Data to use.

********************

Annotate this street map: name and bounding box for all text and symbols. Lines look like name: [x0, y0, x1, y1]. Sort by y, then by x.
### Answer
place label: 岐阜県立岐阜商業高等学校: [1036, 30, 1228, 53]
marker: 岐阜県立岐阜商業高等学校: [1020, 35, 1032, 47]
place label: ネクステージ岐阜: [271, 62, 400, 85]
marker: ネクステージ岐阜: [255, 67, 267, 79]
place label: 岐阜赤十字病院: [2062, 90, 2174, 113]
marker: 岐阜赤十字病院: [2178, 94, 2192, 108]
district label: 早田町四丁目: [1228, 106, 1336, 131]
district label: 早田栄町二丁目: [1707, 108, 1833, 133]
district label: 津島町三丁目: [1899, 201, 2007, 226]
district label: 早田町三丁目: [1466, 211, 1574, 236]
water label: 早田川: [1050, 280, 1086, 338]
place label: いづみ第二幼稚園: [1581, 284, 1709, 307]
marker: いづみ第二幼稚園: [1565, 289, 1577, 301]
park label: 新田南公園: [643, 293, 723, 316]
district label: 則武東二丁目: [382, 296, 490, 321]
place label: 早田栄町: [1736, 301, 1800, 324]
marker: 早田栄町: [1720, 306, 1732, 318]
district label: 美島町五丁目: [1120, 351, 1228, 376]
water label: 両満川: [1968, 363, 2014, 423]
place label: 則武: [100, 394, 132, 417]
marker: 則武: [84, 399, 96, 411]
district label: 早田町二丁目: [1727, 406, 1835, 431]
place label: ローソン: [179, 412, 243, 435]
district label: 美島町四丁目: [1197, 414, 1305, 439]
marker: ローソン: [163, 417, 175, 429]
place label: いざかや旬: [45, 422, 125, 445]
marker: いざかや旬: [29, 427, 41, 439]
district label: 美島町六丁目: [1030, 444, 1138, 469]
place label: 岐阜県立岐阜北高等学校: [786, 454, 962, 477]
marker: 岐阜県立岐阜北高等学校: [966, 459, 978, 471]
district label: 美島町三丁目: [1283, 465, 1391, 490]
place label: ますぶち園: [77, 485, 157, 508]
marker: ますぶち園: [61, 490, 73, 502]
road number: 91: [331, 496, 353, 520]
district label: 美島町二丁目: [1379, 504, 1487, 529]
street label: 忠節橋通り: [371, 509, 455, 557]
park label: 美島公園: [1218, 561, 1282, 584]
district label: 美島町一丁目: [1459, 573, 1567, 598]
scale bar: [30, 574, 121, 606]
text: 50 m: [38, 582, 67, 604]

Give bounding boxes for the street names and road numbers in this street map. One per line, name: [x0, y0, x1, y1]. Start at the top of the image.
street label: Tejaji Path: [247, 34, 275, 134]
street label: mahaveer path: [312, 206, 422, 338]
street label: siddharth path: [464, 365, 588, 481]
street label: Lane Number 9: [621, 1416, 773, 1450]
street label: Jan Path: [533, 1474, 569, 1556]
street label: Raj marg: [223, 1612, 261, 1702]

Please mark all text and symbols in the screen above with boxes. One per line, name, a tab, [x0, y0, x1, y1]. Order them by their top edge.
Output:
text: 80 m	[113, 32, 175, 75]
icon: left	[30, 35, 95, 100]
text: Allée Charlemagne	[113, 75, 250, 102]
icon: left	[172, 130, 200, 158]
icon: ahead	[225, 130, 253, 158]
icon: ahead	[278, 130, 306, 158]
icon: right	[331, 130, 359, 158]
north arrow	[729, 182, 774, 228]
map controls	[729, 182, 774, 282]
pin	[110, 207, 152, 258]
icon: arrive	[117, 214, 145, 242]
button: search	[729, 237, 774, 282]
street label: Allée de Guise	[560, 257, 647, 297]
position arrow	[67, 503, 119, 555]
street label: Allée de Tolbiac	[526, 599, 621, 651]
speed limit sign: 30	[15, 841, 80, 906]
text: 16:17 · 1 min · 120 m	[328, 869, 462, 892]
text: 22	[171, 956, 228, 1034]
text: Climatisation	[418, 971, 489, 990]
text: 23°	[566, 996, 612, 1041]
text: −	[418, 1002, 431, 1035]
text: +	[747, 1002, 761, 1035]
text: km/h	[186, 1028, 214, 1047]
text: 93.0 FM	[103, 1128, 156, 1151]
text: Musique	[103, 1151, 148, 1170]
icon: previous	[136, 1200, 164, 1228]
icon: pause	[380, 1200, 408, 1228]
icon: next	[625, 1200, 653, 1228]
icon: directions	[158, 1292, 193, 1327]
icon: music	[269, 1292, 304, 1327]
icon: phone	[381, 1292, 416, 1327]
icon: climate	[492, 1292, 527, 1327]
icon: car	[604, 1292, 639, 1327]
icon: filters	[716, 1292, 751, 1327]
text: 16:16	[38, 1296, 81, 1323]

********************

Task directions. Set down the records again in full. Match them exactly.

Answer to the exercise.
Annotate this street map: name and bounding box for all text and symbols. Lines look like name: [x0, y0, x1, y1]. Sort by y, then by x.
### Answer
place label: 岐阜県立岐阜商業高等学校: [1036, 30, 1228, 53]
marker: 岐阜県立岐阜商業高等学校: [1020, 35, 1032, 47]
place label: ネクステージ岐阜: [271, 62, 400, 85]
marker: ネクステージ岐阜: [255, 67, 267, 79]
place label: 岐阜赤十字病院: [2062, 90, 2174, 113]
marker: 岐阜赤十字病院: [2178, 94, 2192, 108]
district label: 早田町四丁目: [1228, 106, 1336, 131]
district label: 早田栄町二丁目: [1707, 108, 1833, 133]
district label: 津島町三丁目: [1899, 201, 2007, 226]
district label: 早田町三丁目: [1466, 211, 1574, 236]
water label: 早田川: [1050, 280, 1086, 338]
place label: いづみ第二幼稚園: [1581, 284, 1709, 307]
marker: いづみ第二幼稚園: [1565, 289, 1577, 301]
park label: 新田南公園: [643, 293, 723, 316]
district label: 則武東二丁目: [382, 296, 490, 321]
place label: 早田栄町: [1736, 301, 1800, 324]
marker: 早田栄町: [1720, 306, 1732, 318]
district label: 美島町五丁目: [1120, 351, 1228, 376]
water label: 両満川: [1968, 363, 2014, 423]
place label: 則武: [100, 394, 132, 417]
marker: 則武: [84, 399, 96, 411]
district label: 早田町二丁目: [1727, 406, 1835, 431]
place label: ローソン: [179, 412, 243, 435]
district label: 美島町四丁目: [1197, 414, 1305, 439]
marker: ローソン: [163, 417, 175, 429]
place label: いざかや旬: [45, 422, 125, 445]
marker: いざかや旬: [29, 427, 41, 439]
district label: 美島町六丁目: [1030, 444, 1138, 469]
place label: 岐阜県立岐阜北高等学校: [786, 454, 962, 477]
marker: 岐阜県立岐阜北高等学校: [966, 459, 978, 471]
district label: 美島町三丁目: [1283, 465, 1391, 490]
place label: ますぶち園: [77, 485, 157, 508]
marker: ますぶち園: [61, 490, 73, 502]
road number: 91: [331, 496, 353, 520]
district label: 美島町二丁目: [1379, 504, 1487, 529]
street label: 忠節橋通り: [371, 509, 455, 557]
park label: 美島公園: [1218, 561, 1282, 584]
district label: 美島町一丁目: [1459, 573, 1567, 598]
scale bar: [30, 574, 121, 606]
text: 50 m: [38, 582, 67, 604]

Give bounding boxes for the street names and road numbers in this street map. One per line, name: [x0, y0, x1, y1]. Start at the top of the image.
street label: Tejaji Path: [247, 34, 275, 134]
street label: mahaveer path: [312, 206, 422, 338]
street label: siddharth path: [464, 365, 588, 481]
street label: Lane Number 9: [621, 1416, 773, 1450]
street label: Jan Path: [533, 1474, 569, 1556]
street label: Raj marg: [223, 1612, 261, 1702]

Please mark all text and symbols in the screen above with boxes. One per line, name, a tab, [x0, y0, x1, y1]. Order them by their top edge.
Output:
text: 80 m	[113, 32, 175, 75]
icon: left	[30, 35, 95, 100]
text: Allée Charlemagne	[113, 75, 250, 102]
icon: left	[172, 130, 200, 158]
icon: ahead	[225, 130, 253, 158]
icon: ahead	[278, 130, 306, 158]
icon: right	[331, 130, 359, 158]
north arrow	[729, 182, 774, 228]
map controls	[729, 182, 774, 282]
pin	[110, 207, 152, 258]
icon: arrive	[117, 214, 145, 242]
button: search	[729, 237, 774, 282]
street label: Allée de Guise	[560, 257, 647, 297]
position arrow	[67, 503, 119, 555]
street label: Allée de Tolbiac	[526, 599, 621, 651]
speed limit sign: 30	[15, 841, 80, 906]
text: 16:17 · 1 min · 120 m	[328, 869, 462, 892]
text: 22	[171, 956, 228, 1034]
text: Climatisation	[418, 971, 489, 990]
text: 23°	[566, 996, 612, 1041]
text: −	[418, 1002, 431, 1035]
text: +	[747, 1002, 761, 1035]
text: km/h	[186, 1028, 214, 1047]
text: 93.0 FM	[103, 1128, 156, 1151]
text: Musique	[103, 1151, 148, 1170]
icon: previous	[136, 1200, 164, 1228]
icon: pause	[380, 1200, 408, 1228]
icon: next	[625, 1200, 653, 1228]
icon: directions	[158, 1292, 193, 1327]
icon: music	[269, 1292, 304, 1327]
icon: phone	[381, 1292, 416, 1327]
icon: climate	[492, 1292, 527, 1327]
icon: car	[604, 1292, 639, 1327]
icon: filters	[716, 1292, 751, 1327]
text: 16:16	[38, 1296, 81, 1323]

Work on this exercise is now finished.